On a physical level, exposure to blue does seem to undo some of the excitement of red, because it's been shown to lower the pulse rate and provoke fewer brain waves. It's classified as a "cool" color, associated with lower temperatures and slower movement. According to a now-famous study by the analysis company KISSMetrics, blue is also the color used by brands to communicate trustworthiness and competence, hence why it's used in so many bank logos.

Green

Green's association with nature and the environment does it good: research has shown that exposure to green places raises our wellbeing and positive mood. We're predisposed to like the natural greens associated with foliage. Which is probably why green is associated with quite a lot of positive things in psychology, from mood boosting to making us feel like our burdens are literally lighter.

Exposure to green in nature, as opposed to just in rooms, has the most distinctly positive affects — a 2012 study showed that looking at green foliage increased participants' attention and made them more able to concentrate. Getting yourself a green wall or plant at work is genuinely a good idea all round. But it's not just about trees and potted plants; green does other strange, positive tricks on the mind. In one study, workers who lifted green boxes and black boxes felt that the green boxes were lighter, even though the two actually weighed the same.

But it's not all positive. Green is one of the "cool" colors, and in that sense its physiological impact is one of temperature: it genuinely seems to make us feel colder. In rooms painted a blue-green, occupants in a study began to feel cold at 59 degrees Fahrenheit, while in a red-orange room they didn't start to fiddle with the thermostat until the temperature had fallen to 52. So if you live in a cold climate, painting your rooms "warm" shades may genuinely help you feel cozier.

Pink

Rob Stothard/Getty Images News/Getty Images

According to Forbes, bright pink is actually less stimulating than it appears: it's used to paint locker rooms and some "mediation" spaces in business because it's thought to calm down our responses. It's a particular shade of pink, called Baker-Miller pink, discovered by the American scientist Alexander Schauss in the 1970s for its serious calming effects. It's also called "drunk tank pink," for its use in the holding cells of some American prisons — and some prisons in Switzerland have started painting inmates' bed quarters pink in order to reduce violence and increase calmness.

This may seem surprising, considering it's a "bright" color like yellow, which has been associated with making us feel happier — a 2012 study showed boosts in mood when shown yellow flowers, as opposed to white or red ones — but it seems to have a broad psychological calming affect, and we're not sure why. Professor Adam Atler, who wrote the book Drunk Tank Pink, on the affects of environment on behavior, told NPR that weightlifters seem to find it trickier to lift the same weights after being shown shades of pink. The body, it seems, isn't geared to be "on" when faced with a pink situation.

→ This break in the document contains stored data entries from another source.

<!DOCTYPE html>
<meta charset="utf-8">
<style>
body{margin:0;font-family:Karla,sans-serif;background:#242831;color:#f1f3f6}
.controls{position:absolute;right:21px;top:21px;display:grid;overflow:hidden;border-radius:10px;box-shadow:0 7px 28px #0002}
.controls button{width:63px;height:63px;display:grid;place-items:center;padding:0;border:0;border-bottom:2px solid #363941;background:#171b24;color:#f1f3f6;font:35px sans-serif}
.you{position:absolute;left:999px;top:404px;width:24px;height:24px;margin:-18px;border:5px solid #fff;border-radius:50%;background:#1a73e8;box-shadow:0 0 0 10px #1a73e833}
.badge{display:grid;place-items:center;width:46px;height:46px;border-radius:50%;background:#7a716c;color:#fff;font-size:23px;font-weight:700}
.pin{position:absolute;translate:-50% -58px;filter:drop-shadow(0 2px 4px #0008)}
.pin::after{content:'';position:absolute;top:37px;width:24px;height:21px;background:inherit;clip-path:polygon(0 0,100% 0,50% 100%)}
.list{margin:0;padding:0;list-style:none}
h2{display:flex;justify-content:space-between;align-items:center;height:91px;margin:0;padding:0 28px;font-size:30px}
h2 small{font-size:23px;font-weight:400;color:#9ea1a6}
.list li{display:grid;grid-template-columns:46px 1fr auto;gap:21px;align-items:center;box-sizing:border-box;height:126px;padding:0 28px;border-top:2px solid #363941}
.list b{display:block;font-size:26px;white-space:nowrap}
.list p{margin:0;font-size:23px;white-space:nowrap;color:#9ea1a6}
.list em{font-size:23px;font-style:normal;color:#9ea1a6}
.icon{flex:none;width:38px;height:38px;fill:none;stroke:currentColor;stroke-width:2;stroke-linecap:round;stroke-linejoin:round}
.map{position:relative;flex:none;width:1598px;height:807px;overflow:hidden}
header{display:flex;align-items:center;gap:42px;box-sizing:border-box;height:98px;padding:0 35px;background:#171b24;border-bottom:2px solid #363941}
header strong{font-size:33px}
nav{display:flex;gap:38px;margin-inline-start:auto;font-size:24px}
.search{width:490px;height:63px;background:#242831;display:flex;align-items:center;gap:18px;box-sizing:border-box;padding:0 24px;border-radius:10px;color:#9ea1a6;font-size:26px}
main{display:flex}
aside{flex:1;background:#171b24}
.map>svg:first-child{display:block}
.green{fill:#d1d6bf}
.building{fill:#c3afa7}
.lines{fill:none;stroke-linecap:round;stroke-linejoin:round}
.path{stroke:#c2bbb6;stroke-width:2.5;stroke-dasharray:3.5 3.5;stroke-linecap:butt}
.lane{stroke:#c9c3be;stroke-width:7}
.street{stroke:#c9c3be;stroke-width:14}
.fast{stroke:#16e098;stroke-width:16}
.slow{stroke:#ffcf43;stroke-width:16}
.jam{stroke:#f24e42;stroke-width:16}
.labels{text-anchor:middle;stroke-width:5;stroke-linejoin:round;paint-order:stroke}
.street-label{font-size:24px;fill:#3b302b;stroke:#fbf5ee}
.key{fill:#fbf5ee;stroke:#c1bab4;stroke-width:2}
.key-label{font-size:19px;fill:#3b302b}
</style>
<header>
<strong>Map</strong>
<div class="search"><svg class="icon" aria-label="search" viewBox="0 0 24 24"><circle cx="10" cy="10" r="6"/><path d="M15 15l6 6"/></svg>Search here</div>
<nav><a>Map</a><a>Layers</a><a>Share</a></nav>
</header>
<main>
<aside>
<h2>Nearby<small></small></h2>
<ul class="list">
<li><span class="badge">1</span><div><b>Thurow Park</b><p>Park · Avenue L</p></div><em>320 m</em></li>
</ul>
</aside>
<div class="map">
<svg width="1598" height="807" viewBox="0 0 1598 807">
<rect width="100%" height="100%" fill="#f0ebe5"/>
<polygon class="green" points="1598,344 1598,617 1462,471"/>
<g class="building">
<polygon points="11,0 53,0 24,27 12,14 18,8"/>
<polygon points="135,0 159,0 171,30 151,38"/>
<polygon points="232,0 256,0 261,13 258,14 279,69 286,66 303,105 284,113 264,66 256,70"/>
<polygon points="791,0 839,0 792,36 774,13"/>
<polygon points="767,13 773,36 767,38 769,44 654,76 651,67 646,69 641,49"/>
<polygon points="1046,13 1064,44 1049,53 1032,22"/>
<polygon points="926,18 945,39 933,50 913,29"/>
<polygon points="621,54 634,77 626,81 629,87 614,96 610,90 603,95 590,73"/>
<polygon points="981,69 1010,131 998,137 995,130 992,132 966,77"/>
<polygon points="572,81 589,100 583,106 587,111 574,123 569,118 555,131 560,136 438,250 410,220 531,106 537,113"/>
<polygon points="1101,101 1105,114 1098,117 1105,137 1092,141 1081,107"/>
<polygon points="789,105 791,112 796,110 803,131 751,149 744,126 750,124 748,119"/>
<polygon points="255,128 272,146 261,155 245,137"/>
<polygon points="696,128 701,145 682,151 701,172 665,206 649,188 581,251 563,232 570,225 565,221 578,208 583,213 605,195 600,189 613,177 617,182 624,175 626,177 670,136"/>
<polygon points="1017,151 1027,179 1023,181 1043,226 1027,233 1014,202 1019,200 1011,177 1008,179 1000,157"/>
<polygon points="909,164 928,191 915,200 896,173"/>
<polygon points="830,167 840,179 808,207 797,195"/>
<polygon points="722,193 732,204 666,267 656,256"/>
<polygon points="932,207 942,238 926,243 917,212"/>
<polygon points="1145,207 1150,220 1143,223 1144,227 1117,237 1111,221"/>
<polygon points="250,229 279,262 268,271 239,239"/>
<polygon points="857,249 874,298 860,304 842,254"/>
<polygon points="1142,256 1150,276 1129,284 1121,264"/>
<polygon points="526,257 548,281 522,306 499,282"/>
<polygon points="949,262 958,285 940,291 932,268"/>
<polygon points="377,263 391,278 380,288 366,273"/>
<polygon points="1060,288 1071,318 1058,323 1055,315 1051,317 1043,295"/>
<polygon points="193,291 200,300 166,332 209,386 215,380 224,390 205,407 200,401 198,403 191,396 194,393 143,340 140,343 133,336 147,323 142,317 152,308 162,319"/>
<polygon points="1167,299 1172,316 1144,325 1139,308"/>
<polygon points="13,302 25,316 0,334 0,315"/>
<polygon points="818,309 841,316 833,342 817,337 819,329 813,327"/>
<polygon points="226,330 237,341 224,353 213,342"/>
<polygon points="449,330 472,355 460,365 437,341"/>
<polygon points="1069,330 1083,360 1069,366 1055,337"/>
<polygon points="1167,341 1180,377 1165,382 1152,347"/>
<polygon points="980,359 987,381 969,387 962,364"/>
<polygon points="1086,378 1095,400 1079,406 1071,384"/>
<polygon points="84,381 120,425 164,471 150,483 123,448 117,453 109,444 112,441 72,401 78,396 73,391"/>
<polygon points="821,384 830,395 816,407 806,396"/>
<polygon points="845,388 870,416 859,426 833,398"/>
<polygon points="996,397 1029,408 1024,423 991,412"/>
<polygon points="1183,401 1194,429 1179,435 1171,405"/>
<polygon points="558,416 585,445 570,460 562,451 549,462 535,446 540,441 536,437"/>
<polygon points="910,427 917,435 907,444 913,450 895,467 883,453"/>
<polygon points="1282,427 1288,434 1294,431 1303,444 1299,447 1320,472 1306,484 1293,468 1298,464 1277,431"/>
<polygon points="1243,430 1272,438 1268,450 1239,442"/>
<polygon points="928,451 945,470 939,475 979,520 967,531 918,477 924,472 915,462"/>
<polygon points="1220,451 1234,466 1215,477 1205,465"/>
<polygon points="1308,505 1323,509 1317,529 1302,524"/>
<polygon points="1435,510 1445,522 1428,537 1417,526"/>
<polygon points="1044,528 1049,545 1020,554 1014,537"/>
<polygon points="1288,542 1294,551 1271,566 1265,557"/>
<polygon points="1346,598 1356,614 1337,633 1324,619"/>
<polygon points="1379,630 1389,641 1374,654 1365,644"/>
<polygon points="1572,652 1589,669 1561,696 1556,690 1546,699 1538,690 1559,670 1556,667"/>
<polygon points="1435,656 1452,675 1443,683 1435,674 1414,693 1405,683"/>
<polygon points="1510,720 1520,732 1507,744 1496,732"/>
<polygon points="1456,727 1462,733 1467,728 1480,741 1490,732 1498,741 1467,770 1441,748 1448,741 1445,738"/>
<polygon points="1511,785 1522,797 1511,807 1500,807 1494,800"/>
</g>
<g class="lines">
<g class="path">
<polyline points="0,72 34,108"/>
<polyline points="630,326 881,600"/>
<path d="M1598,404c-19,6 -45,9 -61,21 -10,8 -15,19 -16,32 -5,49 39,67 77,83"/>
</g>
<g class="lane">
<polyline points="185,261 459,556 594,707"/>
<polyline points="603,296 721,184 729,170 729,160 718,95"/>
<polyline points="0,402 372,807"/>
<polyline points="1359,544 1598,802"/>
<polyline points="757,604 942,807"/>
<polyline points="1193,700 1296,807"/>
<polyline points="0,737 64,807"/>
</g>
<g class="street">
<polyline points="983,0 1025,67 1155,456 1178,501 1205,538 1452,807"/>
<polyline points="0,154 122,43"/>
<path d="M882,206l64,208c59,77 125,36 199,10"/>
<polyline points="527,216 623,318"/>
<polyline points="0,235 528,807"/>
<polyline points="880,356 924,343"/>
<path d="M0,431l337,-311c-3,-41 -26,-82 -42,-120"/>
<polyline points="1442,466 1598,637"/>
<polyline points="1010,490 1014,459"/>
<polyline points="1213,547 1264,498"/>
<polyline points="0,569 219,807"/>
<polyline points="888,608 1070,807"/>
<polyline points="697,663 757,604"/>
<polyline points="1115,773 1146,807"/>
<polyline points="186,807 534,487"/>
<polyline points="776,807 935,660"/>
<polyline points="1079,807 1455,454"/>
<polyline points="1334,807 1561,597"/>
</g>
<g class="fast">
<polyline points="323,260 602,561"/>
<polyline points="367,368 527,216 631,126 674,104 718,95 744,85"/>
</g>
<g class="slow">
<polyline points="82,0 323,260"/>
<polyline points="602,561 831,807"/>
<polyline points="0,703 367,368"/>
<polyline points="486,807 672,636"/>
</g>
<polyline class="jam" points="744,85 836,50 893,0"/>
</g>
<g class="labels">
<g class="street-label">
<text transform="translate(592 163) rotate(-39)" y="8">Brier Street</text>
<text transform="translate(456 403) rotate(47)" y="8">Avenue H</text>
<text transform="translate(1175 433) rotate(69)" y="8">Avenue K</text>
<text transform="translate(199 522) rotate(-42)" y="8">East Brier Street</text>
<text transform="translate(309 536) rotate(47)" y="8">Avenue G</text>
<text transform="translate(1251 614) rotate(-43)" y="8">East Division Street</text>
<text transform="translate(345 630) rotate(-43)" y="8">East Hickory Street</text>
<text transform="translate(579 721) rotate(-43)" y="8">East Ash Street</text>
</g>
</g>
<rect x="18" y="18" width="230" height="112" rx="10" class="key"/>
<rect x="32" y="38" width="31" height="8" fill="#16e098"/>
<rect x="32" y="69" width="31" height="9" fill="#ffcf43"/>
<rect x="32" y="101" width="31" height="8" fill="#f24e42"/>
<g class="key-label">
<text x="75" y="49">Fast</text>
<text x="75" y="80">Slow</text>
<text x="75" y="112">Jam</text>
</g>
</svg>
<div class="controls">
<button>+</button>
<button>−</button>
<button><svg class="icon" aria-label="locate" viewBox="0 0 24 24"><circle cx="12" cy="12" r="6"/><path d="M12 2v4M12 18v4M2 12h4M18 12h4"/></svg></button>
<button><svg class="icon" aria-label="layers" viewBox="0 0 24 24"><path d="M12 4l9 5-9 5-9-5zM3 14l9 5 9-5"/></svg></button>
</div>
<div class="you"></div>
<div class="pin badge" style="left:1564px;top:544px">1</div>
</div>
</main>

Why is this? Is it a call-back to our time in the womb, where all we experienced was a calming pink-red sea? Whatever the cause, it's become part of athletic practice: WIRED reports that Vollebak, a sportswear manufacturer, has produced a Baker-Miller pink hoodie that zips up over the face and is lined with the calming pink color. Apparently it's designed for athletes waiting to compete, so they'll be able to stay calm and focused. Once it's time to act, though, athletes might want to follow the advice of an experiment at the 2004 Olympics and wear red: all the crimson-clad athletes in the experiment won gold.